By default, a trunk port sends traffic to and receives traffic from all VLANs. All VLAN IDs, 1 to 4094, are allowed on each trunk. However, you can remove VLANs from the allowed list, preventing traffic from those VLANs from passing over the trunk. To restrict the traffic a trunk carries, use the switchport trunk allowed vlan remove vlan-list interface configuration command to remove specific VLANs from the allowed list.

To reduce the risk of spanning-tree loops or storms, you can disable VLAN 1 on any individual VLAN trunk port by removing VLAN 1 from the allowed list. This is known as VLAN 1 minimization. VLAN 1 minimization disables VLAN 1 (the default VLAN on all Cisco switch trunk ports) on an individual VLAN trunk link. As a result, no user traffic, including spanning-tree advertisements, is sent or received on VLAN 1.

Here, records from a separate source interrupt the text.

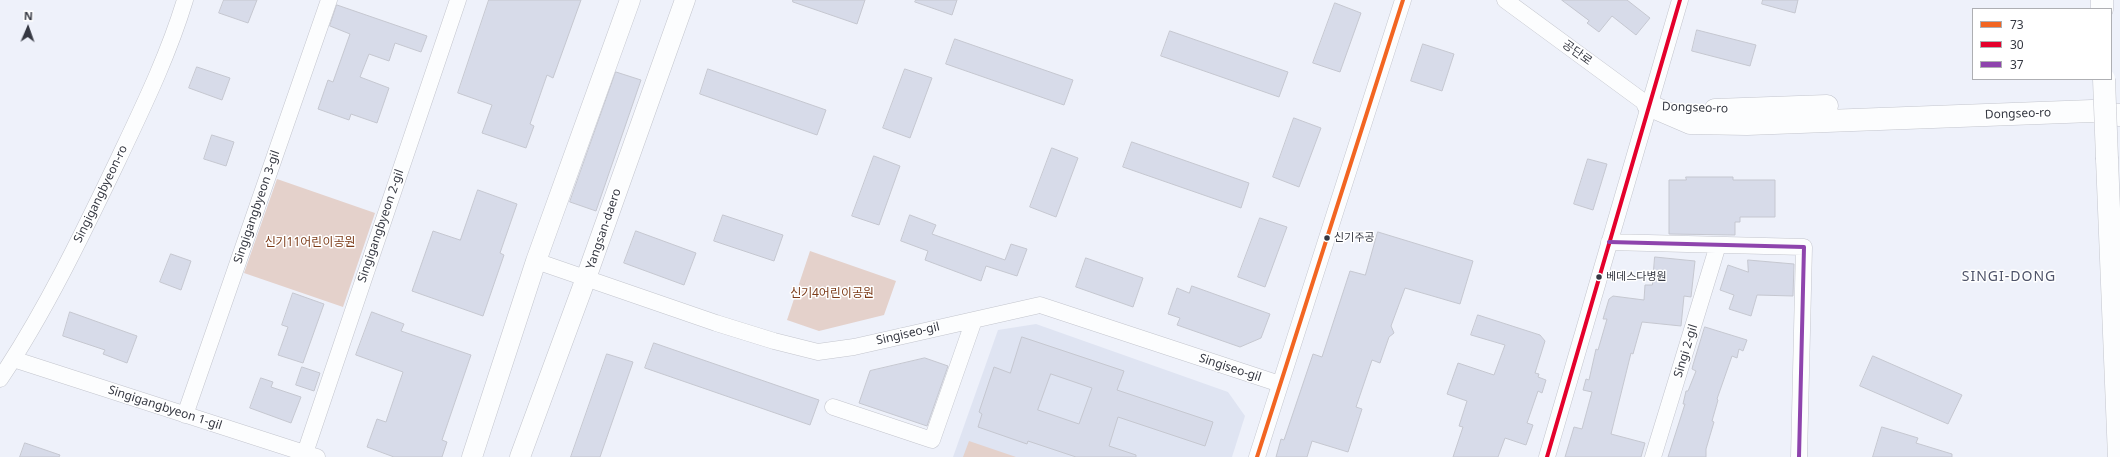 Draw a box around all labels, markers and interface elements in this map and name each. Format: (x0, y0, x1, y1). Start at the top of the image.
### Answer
north arrow (8, 8, 48, 48)
text: N (24, 8, 33, 23)
legend (1972, 8, 2112, 80)
text: 73 (2010, 16, 2024, 33)
text: 30 (2010, 36, 2024, 53)
street label: 공단로 (1559, 37, 1595, 69)
text: 37 (2010, 56, 2024, 73)
street label: Dongseo-ro (1662, 100, 1728, 116)
street label: Dongseo-ro (1985, 106, 2051, 122)
street label: Singigangbyeon-ro (71, 143, 131, 245)
street label: Singigangbyeon 3-gil (231, 149, 283, 265)
street label: Singigangbyeon 2-gil (355, 168, 407, 284)
street label: Yangsan-daero (583, 187, 625, 271)
place label: 신기주공 (1334, 231, 1374, 245)
marker: 신기주공 (1322, 233, 1332, 243)
park label: 신기11어린이공원 (264, 236, 356, 250)
district label: SINGI-DONG (1962, 269, 2056, 285)
place label: 베데스다병원 (1606, 270, 1667, 284)
marker: 베데스다병원 (1594, 272, 1604, 282)
park label: 신기4어린이공원 (790, 287, 874, 301)
street label: Singiseo-gil (875, 320, 941, 348)
street label: Singi 2-gil (1671, 323, 1701, 379)
street label: Singiseo-gil (1197, 351, 1263, 385)
street label: Singigangbyeon 1-gil (106, 383, 224, 433)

When you remove VLAN 1 from a trunk port, the interface continues to send and receive management traffic, for example, Cisco Discovery Protocol (CDP), Port Aggregation Protocol (PAgP), Link Aggregation Control Protocol (LACP), Dynamic Trunking Protocol (DTP), and VLAN Trunking Protocol (VTP) in VLAN 1.

If a trunk port with VLAN 1 disabled is converted to a nontrunk port, it is added to the access VLAN. If the access VLAN is set to 1, the port is added to VLAN 1, regardless of the switchport trunk allowed setting. The same is true for any VLAN that has been disabled on the port.

A trunk port can become a member of a VLAN if the VLAN is enabled, if VTP knows of the VLAN, and if the VLAN is in the allowed list for the port. When VTP detects a newly enabled VLAN and the VLAN is in the allowed list for a trunk port, the trunk port automatically becomes a member of the enabled VLAN. When VTP detects a new VLAN and the VLAN is not in the allowed list for a trunk port, the trunk port does not become a member of the new VLAN.

Beginning in privileged EXEC mode, follow these steps to modify the allowed list of an ISL or 802.1Q trunk:

 
Command
Purpose

Step 1 

configure terminal

Enter global configuration mode.

Step 2 

interface interface-id

Enter interface configuration mode and the port to be configured.

Step 3 

switchport mode trunk

Configure the interface as a VLAN trunk port.

Step 4 

switchport trunk allowed vlan {add | all | except | remove} vlan-list

(Optional) Configure the list of VLANs allowed on the trunk.

For explanations about using the add, all, except, and remove keywords, see the command reference for this release.

The vlan-list parameter is either a single VLAN number from 1 to 4094 or a range of VLANs described by two VLAN numbers, the lower one first, separated by a hyphen. Do not enter any spaces between comma-separated VLAN parameters or in hyphen-specified ranges.

All VLANs are allowed by default.

Step 5 

end

Return to privileged EXEC mode.

Step 6 

show interfaces interface-id switchport

Verify your entries in the Trunking VLANs Enabled field of the display.

Step 7 

copy running-config startup-config

(Optional) Save your entries in the configuration file.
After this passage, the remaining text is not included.